BUDAYA, DIMADURA – Mungkin paramaos dimadura belum banyak yang tahu, bahwa ternyata pencetus tradisi Lebaran Ketupat adalah seorang wali di antara 9 wali yang menyebarkan agama Islam di tanah Jawa.
Dialah Sunan Kalijaga, pemilik nama daging Raden Said atau Raden Sahid yang menyandang gelar Syekh Malaya, lahir pada tahun 1450 Masehi. Murid Sunan Bonang ini adalah putra seorang adipati di Tuban, yakni Tumenggung Wilatikta atau Raden Sahur.
Sunan Kalijaga merupakan salah seorang walisongo yang menyebarkan sekaligus mengenalkan sejumlah ajaran Islam di Indonesia, khususnya di tanah Jawa, melalui media seni dan tradisi.
Sejarah Lebaran Ketupat
Alkisah kala itu, mayoritas penduduk di Jawa masih memeluk kepercayaan Animisme dan Dinamisme. Menyiasati keadaan tersebut, Sunan Kalijaga coba melakukan pendekatan dakwah dengan memanfaatkan media ketupat.
Untuk bisa memanfaatkan media ketupat dalam dakwahnya, Sunan Kalijaga terlebih dahulu memperkenalkan konsep ‘puasa full setahun’ hanya dengan melaksanakan puasa sebanyak enam hari di bulan Syawal plus satu bulan penuh di bulan Ramadan.
Sebagai penutup, maka diperkenalkanlah tradisi Lebaran Ketupat yang, menurut orang Madura, disebut dengan Tellasan Topa’.
Istilah lebaran ketupat sendiri menyimpan makna filosofis-religius dan penuh dengan nuansa penghayatan sufistik. Mari kita urai makna filosofis istilah Lebaran Ketupat berdasarkan ajaran Sunan Kalijaga.
Filosofi Ketupat
Dalam filosofi Jawa, ketupat atau kupat merupakan kependekan dari ngaku lepat dan laku papat. Ngaku lepat berarti mengakui kesalahan, sementara laku papat memiliki arti empat tindakan.
Wujud implementasi dari ngaku lepat tersebut termanifestasi dalam bentuk tradisi sungkeman yang berarti saling mengakui kesalahan selama setahun hidup bermasyarakat.
Tradisi sungkeman atau saling bersalaman ini mengajarkan pentingnya rasa hormat kepada orang tua, sikap rendah hati serta ikhlas untuk saling memaafkan antar sesama.
Filosofi Lebaran
Dalam ajaran Sunan Kalijaga, Lebaran merupakan lanjutan dari penjelasan ngaku lepat, yakni laku papat.

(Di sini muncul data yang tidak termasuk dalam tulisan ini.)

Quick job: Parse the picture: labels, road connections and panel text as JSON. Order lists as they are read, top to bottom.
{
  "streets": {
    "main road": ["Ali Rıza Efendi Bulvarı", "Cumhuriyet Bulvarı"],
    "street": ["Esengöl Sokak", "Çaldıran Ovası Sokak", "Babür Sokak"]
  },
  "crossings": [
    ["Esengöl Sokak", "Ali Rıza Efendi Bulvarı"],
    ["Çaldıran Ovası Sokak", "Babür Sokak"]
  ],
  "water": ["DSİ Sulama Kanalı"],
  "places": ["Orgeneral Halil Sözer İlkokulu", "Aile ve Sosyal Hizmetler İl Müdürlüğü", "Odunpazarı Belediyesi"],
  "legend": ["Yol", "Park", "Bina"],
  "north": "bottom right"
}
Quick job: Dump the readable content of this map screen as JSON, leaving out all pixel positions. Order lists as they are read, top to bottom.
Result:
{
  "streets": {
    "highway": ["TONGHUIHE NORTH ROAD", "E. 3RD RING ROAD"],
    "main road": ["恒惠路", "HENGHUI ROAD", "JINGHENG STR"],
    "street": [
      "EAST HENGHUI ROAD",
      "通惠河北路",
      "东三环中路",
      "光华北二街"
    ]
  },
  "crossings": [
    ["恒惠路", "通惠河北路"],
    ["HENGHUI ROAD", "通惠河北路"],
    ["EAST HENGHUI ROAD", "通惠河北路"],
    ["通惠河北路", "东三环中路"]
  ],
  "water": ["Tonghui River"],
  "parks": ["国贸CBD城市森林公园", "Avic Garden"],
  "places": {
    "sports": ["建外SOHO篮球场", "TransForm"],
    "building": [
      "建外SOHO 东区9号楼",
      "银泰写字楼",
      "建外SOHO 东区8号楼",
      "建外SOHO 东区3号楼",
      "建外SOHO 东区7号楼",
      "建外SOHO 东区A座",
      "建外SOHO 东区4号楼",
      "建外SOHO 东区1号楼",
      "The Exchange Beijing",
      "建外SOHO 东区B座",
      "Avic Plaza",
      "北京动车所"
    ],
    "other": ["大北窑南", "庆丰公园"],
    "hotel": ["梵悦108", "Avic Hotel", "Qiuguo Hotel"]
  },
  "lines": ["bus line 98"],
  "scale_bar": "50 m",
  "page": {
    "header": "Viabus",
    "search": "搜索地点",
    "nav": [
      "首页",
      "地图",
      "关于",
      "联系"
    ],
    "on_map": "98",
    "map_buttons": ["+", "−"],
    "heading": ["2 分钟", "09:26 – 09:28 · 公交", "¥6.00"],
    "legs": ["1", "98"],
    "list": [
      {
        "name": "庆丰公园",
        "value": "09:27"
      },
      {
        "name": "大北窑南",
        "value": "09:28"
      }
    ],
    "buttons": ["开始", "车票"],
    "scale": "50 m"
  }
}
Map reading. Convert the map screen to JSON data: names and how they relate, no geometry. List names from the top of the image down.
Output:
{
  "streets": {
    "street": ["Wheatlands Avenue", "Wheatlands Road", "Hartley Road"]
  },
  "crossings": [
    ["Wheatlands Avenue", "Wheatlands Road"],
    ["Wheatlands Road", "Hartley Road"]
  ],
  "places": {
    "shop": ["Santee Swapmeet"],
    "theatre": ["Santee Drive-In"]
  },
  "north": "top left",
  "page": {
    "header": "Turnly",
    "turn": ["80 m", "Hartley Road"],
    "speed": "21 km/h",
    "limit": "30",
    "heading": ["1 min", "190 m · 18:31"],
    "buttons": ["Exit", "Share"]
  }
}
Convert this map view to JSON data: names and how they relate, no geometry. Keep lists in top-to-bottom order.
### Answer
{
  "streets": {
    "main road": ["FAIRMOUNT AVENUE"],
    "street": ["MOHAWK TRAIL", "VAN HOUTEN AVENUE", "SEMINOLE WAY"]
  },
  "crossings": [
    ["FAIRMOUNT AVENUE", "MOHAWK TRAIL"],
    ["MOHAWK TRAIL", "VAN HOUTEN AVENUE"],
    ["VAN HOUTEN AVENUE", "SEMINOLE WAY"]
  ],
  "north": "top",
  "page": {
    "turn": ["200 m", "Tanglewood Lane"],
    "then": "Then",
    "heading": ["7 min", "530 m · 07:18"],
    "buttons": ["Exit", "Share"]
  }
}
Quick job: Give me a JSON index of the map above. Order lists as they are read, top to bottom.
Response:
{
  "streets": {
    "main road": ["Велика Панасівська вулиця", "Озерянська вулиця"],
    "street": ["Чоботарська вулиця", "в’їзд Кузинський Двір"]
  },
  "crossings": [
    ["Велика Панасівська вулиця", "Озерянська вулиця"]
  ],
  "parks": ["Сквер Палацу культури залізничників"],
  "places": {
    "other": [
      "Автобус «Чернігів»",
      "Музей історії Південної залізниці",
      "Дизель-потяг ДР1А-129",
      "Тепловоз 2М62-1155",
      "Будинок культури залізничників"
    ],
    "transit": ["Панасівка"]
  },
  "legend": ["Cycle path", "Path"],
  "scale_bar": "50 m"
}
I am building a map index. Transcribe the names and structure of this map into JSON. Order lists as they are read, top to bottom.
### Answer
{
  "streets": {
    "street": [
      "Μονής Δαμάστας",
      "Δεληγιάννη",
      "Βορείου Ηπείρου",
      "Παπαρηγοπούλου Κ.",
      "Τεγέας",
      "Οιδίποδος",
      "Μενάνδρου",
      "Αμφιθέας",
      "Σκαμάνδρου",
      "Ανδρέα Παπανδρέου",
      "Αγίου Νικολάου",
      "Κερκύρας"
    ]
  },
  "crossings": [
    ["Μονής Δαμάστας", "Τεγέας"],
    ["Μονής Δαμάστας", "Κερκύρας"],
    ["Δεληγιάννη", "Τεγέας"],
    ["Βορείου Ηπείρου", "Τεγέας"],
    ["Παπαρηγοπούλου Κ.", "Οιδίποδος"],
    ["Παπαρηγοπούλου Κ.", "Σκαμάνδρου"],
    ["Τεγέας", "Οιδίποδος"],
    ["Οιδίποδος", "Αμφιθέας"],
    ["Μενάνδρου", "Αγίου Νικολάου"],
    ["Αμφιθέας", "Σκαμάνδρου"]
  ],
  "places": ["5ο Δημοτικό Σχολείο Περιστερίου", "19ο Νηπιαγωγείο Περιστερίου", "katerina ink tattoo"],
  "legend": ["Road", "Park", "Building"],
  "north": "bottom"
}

Dalam hal ini, Sunan Kalijaga menguraikan laku papat tersebut dengan 4 istilah, yakni Lebaran, Luberan, Leburan dan Laburan.
1. Lebaran
Kata Lebaran dalam bahasa Madura adalah lebbhârân, berasal dari kata lebbhâr; rampung, selesai, atau terlaksana secara sempurna.
Secara tersirat, kata lebaran dapat dimaknai dengan: usai, atau berakhirlah waktu bulan puasa Ramadan, dan bersiaplah para diri untuk menyongsong hari kemenangan Idulfitri (kembali ke fitrah).
2. Luberan
Bermakna melebur atau melimpah, seumpama air yang tumpah karena wadah sudah terisi penuh.
Pesan moral dalam istilah Luberan ini adalah agar umat Muslim suka berbagi kepada orang yang tidak mampu, seperti rela membayar zakat fitrah karena sejatinya harta itu merupakan hak orang miskin. Kita bayarkan zakat fitrah agar harta kita juga ikut menjadi suci.
3. Leburan
Istilah Leburan atau melebur berarti habis menyatu. Artinya, momen lebaran adalah kesempatan bagi umat Islam untuk meleburkan dosa dengan cara saling bermaafan sehingga mereka benar-benar kembali ke fitrah, kembali suci.
4. Laburan
Laburan berasal dari kata labur atau kapur. Kapur sendiri merupakan zat pewarna yang berwarna putih dan bisa digunakan untuk menjernihkan benda cair.
Artinya, hati seorang Muslim harus bisa kembali jernih, putih, seumpama warna dan sifat kapur. Kita lahir dalam keadaan suci dan bersih, maka setelah berpuasa sebulan Ramadan penuh plus 6 hari di bulan Syawal, kita pun harus bisa kembali putih, bersih dan suci dari hal-hal duniawi.
Filosofi Anyaman Ketupat
Lebaran Ketupat sendiri tidak bisa dilepaskan dari sajian ketupat yang terbuat dari anyaman janur atau daun kelapa berisi beras.
Pada dasarnya, bentuk anyaman ketupat sangatlah beragam, tetapi dalam hal ini, Sunan Kalijaga lebih memilih anyaman ketupat yang menyerupai bujur sangkar atau persegi empat. Mengapa?
1. Bentuk persegi empat
Sebab, anyaman ketupat persegi empat lebih pas untuk melambangkan makna laku papat yang dalam bahasa Jawa berarti empat tindakan.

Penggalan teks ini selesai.